*** Provided material ***

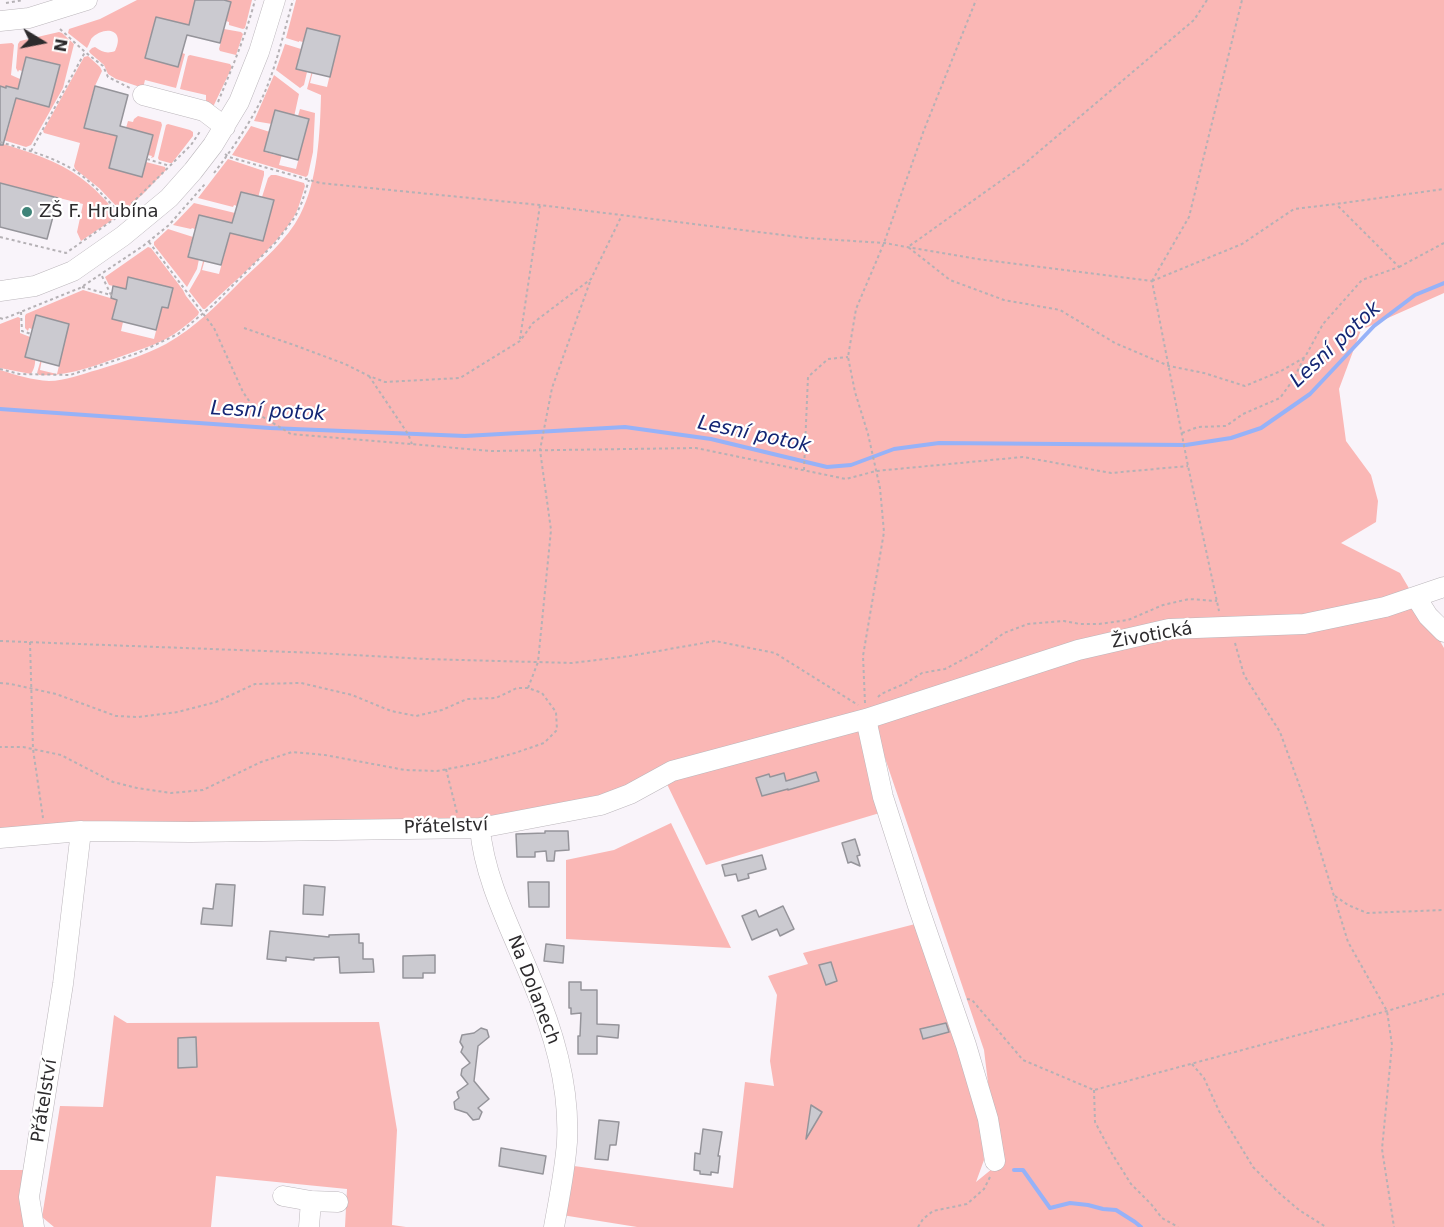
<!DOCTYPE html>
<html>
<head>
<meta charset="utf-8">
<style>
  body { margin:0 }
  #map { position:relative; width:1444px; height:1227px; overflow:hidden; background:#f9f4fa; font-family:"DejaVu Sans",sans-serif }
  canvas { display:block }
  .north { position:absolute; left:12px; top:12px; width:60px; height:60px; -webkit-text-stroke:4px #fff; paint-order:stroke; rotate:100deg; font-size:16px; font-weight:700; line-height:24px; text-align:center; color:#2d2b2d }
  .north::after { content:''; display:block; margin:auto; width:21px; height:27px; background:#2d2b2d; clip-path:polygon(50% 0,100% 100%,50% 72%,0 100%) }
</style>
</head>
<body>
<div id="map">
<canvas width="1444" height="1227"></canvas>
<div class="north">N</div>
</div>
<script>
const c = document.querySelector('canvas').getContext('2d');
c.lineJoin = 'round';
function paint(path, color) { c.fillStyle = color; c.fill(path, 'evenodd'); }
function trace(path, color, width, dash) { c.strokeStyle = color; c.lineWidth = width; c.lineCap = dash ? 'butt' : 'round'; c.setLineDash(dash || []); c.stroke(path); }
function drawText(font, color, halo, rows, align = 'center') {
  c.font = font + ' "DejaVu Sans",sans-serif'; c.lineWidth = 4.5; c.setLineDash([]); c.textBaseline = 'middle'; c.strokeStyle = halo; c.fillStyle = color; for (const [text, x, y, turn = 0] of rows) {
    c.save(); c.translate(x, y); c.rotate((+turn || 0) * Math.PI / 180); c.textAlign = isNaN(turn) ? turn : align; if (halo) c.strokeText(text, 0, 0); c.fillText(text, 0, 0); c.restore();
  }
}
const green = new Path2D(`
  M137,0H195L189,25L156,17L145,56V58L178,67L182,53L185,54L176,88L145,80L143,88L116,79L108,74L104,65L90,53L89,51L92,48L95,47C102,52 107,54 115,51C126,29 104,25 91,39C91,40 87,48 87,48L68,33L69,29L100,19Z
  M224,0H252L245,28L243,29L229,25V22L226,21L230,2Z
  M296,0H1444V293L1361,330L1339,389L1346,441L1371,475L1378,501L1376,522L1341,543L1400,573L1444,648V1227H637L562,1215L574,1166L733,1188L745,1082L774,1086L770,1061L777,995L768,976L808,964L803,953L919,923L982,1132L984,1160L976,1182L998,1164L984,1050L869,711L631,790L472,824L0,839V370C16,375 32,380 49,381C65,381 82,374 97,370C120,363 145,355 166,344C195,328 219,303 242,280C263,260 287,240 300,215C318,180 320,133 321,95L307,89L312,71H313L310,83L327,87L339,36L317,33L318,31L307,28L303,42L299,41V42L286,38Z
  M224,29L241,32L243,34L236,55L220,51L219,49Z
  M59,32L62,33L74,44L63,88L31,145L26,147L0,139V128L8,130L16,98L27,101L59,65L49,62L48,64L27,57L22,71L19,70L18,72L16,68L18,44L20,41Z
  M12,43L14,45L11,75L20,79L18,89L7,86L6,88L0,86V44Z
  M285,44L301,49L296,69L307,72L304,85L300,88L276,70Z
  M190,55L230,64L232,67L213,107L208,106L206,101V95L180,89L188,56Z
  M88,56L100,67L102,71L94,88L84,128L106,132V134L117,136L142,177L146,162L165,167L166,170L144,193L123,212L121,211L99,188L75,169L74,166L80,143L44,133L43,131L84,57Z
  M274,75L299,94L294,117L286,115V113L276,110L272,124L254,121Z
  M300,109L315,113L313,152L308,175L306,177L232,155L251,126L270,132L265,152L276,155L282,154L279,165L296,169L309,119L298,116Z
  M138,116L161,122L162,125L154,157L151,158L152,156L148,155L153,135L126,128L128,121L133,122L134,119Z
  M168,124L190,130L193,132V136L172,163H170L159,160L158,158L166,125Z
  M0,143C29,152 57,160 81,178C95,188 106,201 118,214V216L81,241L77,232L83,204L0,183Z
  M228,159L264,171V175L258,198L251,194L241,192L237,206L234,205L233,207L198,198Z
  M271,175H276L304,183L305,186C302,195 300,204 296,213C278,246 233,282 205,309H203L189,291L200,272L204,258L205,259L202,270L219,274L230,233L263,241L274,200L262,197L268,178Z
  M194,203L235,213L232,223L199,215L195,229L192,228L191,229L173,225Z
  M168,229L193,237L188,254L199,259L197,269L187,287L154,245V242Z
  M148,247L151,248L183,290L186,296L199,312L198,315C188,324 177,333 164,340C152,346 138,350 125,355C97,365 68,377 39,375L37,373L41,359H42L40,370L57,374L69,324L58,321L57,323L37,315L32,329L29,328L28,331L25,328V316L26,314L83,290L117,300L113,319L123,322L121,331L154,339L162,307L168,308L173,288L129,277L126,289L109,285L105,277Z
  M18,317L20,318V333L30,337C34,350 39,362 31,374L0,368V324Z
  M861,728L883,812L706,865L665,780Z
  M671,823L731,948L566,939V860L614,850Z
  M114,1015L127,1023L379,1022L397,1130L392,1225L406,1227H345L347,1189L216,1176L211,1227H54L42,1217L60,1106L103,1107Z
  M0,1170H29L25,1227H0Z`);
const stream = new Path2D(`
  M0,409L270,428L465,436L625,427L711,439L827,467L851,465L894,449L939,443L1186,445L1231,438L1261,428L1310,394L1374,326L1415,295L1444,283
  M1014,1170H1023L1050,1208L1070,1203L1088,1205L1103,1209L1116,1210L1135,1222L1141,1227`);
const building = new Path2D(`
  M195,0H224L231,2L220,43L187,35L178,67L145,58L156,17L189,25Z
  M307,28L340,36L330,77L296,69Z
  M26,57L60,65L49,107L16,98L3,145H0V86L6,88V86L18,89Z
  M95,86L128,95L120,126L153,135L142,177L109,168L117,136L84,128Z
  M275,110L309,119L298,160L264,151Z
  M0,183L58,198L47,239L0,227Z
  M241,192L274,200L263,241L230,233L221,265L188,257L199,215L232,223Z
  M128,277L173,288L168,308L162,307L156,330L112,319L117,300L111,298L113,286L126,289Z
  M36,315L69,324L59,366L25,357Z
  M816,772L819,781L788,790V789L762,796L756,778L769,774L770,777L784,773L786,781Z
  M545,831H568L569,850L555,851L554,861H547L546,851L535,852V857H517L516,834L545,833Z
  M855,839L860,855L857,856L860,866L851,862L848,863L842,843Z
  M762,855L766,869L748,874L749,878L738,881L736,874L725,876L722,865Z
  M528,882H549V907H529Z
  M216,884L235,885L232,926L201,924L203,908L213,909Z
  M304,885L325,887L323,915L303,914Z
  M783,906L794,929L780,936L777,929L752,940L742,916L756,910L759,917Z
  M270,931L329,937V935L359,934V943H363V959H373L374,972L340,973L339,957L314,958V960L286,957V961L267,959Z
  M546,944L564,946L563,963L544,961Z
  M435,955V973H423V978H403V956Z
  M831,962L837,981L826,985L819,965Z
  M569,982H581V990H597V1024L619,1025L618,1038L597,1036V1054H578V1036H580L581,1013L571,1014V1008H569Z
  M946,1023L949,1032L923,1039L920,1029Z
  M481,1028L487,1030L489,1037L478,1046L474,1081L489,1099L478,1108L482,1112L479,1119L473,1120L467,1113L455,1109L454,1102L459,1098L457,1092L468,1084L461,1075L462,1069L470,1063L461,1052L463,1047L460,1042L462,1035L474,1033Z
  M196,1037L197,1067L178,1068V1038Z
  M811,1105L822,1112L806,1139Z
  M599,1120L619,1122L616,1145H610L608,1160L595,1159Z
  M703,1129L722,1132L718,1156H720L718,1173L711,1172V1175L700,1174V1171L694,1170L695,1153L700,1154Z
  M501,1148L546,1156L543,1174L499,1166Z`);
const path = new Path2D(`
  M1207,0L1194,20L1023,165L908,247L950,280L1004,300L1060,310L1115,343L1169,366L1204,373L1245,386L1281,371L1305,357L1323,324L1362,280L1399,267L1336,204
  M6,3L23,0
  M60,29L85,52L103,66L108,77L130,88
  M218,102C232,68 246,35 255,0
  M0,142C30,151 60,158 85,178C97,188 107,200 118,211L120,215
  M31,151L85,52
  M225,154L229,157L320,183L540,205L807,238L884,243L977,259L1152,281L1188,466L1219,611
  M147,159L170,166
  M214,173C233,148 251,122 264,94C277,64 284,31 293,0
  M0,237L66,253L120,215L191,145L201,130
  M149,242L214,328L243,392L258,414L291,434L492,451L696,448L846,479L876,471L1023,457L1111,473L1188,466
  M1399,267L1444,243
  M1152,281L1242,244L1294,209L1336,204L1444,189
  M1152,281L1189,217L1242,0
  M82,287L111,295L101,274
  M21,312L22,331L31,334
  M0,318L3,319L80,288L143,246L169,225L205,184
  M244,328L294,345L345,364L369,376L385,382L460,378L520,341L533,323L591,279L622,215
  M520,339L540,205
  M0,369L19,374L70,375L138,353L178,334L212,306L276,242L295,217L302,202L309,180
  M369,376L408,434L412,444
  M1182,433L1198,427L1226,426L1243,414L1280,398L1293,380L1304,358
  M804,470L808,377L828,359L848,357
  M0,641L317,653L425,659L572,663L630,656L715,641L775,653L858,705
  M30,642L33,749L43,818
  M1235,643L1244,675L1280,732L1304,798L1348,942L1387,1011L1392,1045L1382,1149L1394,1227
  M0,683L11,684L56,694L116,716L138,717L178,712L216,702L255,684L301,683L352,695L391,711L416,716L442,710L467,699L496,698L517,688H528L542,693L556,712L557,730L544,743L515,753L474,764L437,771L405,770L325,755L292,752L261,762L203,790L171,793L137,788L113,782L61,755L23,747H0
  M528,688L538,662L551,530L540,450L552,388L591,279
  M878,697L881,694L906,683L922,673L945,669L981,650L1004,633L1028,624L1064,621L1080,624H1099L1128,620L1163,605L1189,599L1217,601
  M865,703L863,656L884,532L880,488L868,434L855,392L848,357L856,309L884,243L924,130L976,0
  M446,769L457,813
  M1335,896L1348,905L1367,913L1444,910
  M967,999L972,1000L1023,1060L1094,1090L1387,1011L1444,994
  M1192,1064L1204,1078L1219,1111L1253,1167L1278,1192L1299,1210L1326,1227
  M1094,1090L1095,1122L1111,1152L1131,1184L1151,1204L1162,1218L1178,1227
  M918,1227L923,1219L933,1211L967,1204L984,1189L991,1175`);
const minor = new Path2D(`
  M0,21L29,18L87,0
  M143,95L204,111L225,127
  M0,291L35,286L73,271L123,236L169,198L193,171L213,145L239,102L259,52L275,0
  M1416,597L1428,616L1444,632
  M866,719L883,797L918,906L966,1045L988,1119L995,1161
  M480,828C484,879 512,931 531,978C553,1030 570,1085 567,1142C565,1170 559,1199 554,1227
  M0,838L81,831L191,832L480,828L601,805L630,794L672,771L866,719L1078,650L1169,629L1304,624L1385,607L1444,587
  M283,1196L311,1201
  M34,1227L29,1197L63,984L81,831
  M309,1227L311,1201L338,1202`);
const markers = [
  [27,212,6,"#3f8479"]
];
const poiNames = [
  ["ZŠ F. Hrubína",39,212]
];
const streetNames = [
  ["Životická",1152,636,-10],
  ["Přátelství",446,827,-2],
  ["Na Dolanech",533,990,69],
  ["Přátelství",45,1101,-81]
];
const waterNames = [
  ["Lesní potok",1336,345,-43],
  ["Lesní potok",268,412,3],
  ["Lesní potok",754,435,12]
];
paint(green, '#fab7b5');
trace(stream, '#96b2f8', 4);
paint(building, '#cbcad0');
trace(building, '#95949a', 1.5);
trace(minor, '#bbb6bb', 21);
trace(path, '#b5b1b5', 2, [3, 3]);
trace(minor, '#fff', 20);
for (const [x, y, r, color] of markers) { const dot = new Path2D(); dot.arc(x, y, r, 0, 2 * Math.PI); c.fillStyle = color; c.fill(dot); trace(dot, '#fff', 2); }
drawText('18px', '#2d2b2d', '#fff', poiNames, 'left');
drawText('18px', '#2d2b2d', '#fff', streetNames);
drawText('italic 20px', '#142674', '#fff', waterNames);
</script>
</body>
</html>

***

## What the task requires
Look over the material above and show each line where "setLineDash" appears.

## Exercise response
function trace(path, color, width, dash) { c.strokeStyle = color; c.lineWidth = width; c.lineCap = dash ? 'butt' : 'round'; c.setLineDash(dash || []); c.stroke(path); }
  c.font = font + ' "DejaVu Sans",sans-serif'; c.lineWidth = 4.5; c.setLineDash([]); c.textBaseline = 'middle'; c.strokeStyle = halo; c.fillStyle = color; for (const [text, x, y, turn = 0] of rows) {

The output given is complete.